**The problem**
Please repeat the entries below exactly as written, leaving out any images.

**Dataset entries**
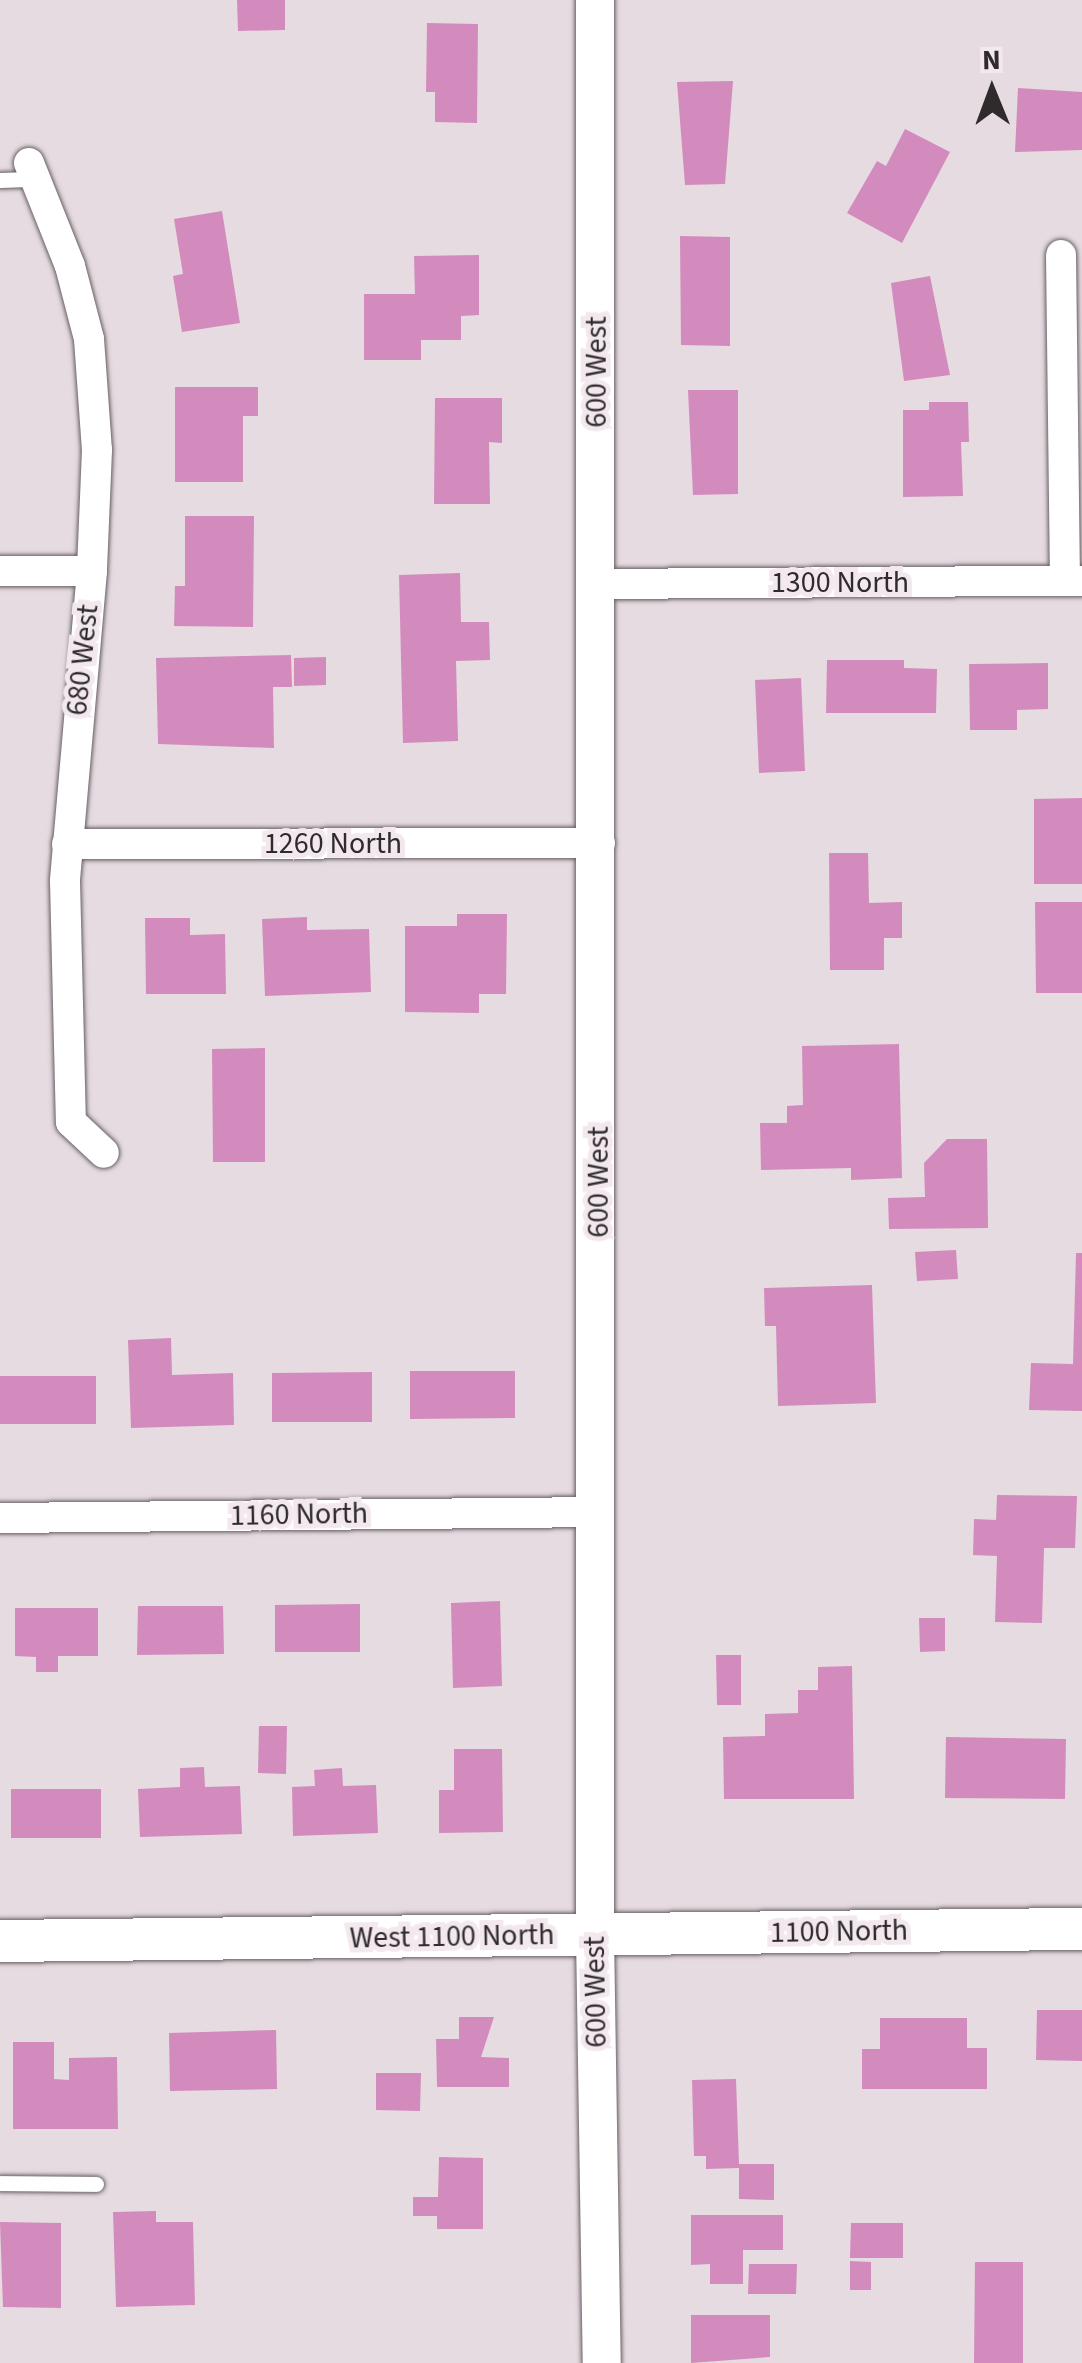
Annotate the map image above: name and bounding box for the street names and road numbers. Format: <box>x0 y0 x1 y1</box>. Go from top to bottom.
street label: 600 West <box>579 316 615 428</box>
street label: 1300 North <box>771 565 909 601</box>
street label: 680 West <box>59 603 107 717</box>
street label: 1260 North <box>264 826 402 862</box>
street label: 600 West <box>581 1126 617 1238</box>
street label: 1160 North <box>230 1496 368 1534</box>
street label: 1100 North <box>770 1913 908 1951</box>
street label: West 1100 North <box>349 1917 555 1957</box>
street label: 600 West <box>577 1936 615 2048</box>

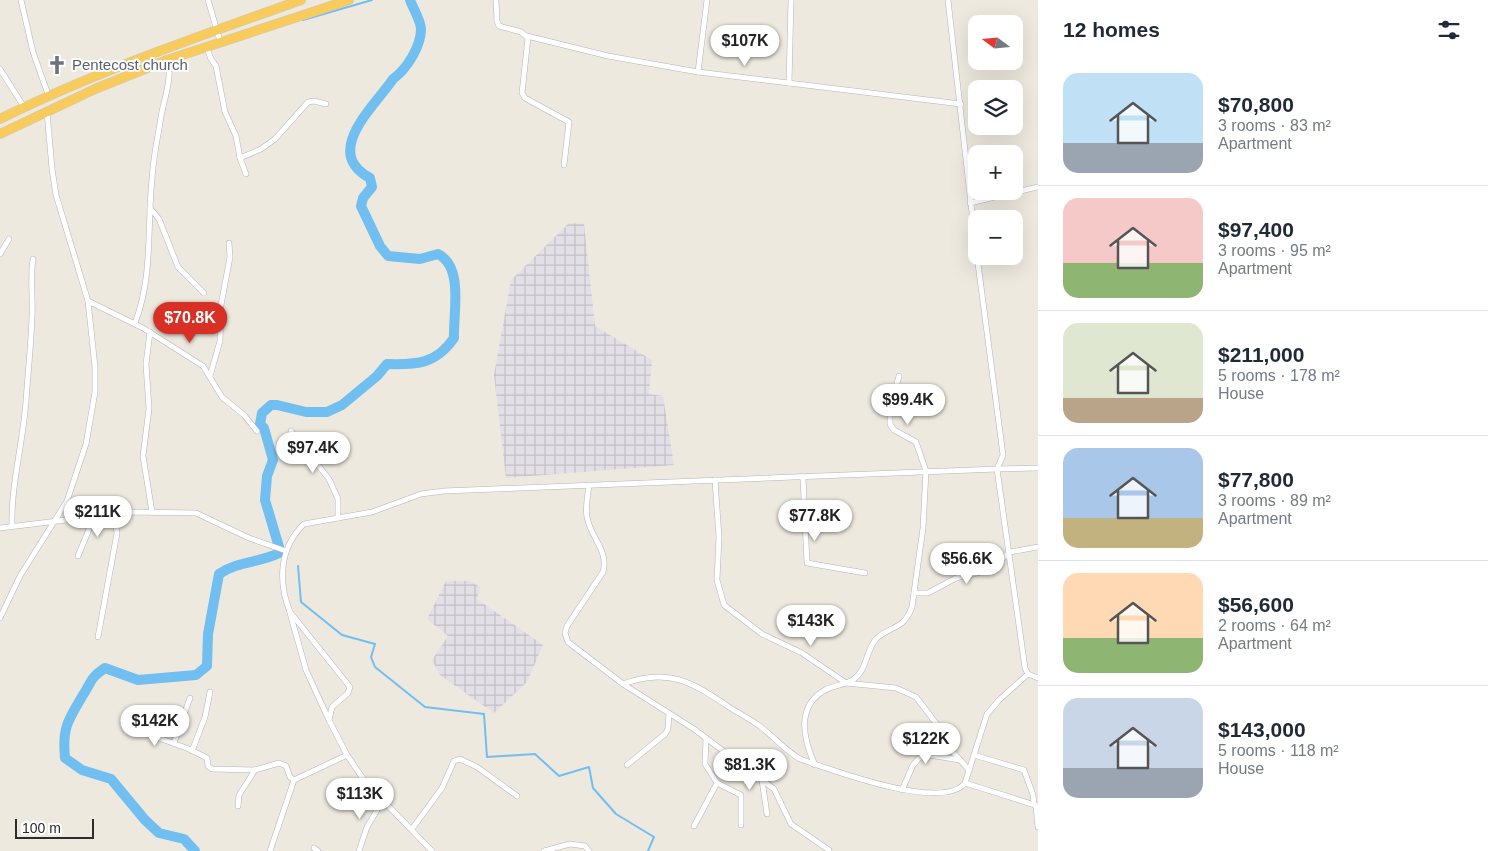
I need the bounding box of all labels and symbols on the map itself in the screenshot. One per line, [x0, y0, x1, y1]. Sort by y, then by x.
north arrow [968, 15, 1022, 70]
pin: $107K [710, 24, 780, 67]
church icon: Pentecost church [46, 54, 68, 76]
place label: Pentecost church [72, 56, 188, 73]
pin: $70.8K [149, 302, 231, 344]
pin: $99.4K [867, 384, 949, 426]
pin: $97.4K [272, 432, 354, 474]
pin: $211K [63, 496, 133, 538]
pin: $77.8K [774, 500, 856, 542]
pin: $56.6K [926, 542, 1008, 585]
pin: $143K [776, 604, 846, 647]
pin: $142K [120, 704, 190, 747]
pin: $122K [891, 722, 961, 765]
pin: $81.3K [709, 748, 791, 791]
pin: $113K [325, 778, 395, 820]
scale bar [15, 816, 94, 839]

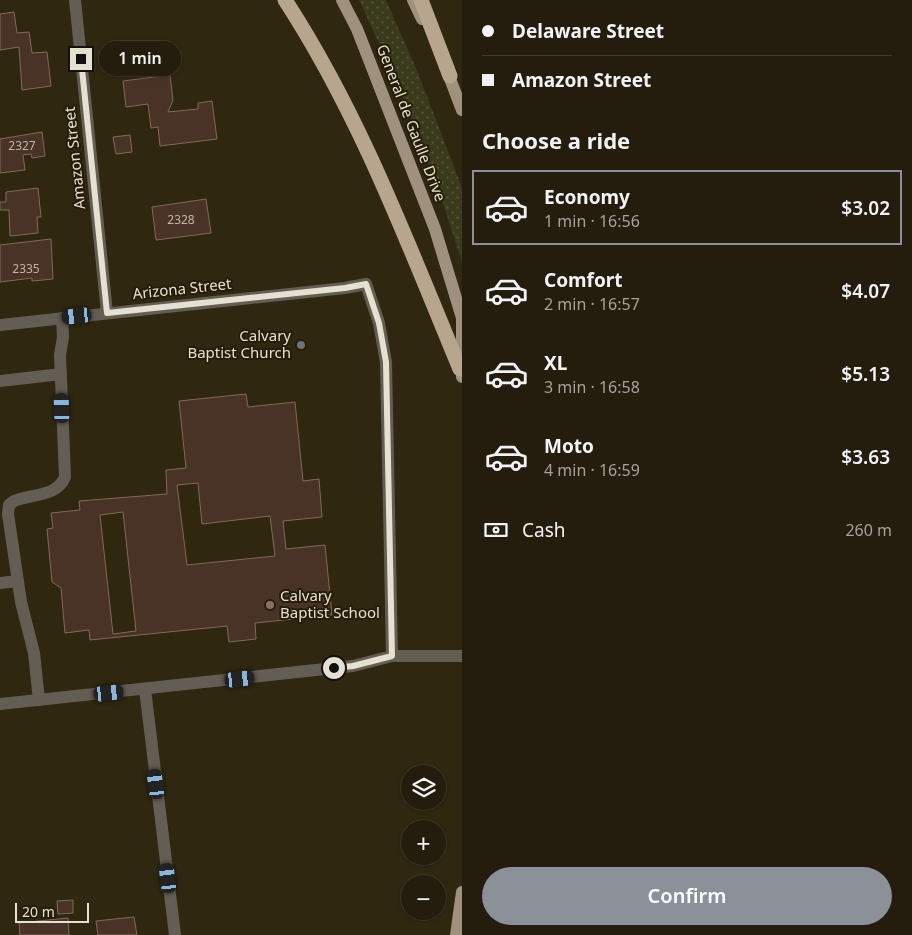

**Written answer**
Annotate the map image above: name and bounding box for the street names and road numbers. Format: <box>x0 y0 x1 y1</box>. Go from top to bottom.
street label: 600 West <box>579 316 615 428</box>
street label: 1300 North <box>771 565 909 601</box>
street label: 680 West <box>59 603 107 717</box>
street label: 1260 North <box>264 826 402 862</box>
street label: 600 West <box>581 1126 617 1238</box>
street label: 1160 North <box>230 1496 368 1534</box>
street label: 1100 North <box>770 1913 908 1951</box>
street label: West 1100 North <box>349 1917 555 1957</box>
street label: 600 West <box>577 1936 615 2048</box>

I need the bounding box of all labels and symbols on the map itself in the screenshot. One per line, [x0, y0, x1, y1]. Sort by y, then by x.
north arrow [968, 15, 1022, 70]
pin: $107K [710, 24, 780, 67]
church icon: Pentecost church [46, 54, 68, 76]
place label: Pentecost church [72, 56, 188, 73]
pin: $70.8K [149, 302, 231, 344]
pin: $99.4K [867, 384, 949, 426]
pin: $97.4K [272, 432, 354, 474]
pin: $211K [63, 496, 133, 538]
pin: $77.8K [774, 500, 856, 542]
pin: $56.6K [926, 542, 1008, 585]
pin: $143K [776, 604, 846, 647]
pin: $142K [120, 704, 190, 747]
pin: $122K [891, 722, 961, 765]
pin: $81.3K [709, 748, 791, 791]
pin: $113K [325, 778, 395, 820]
scale bar [15, 816, 94, 839]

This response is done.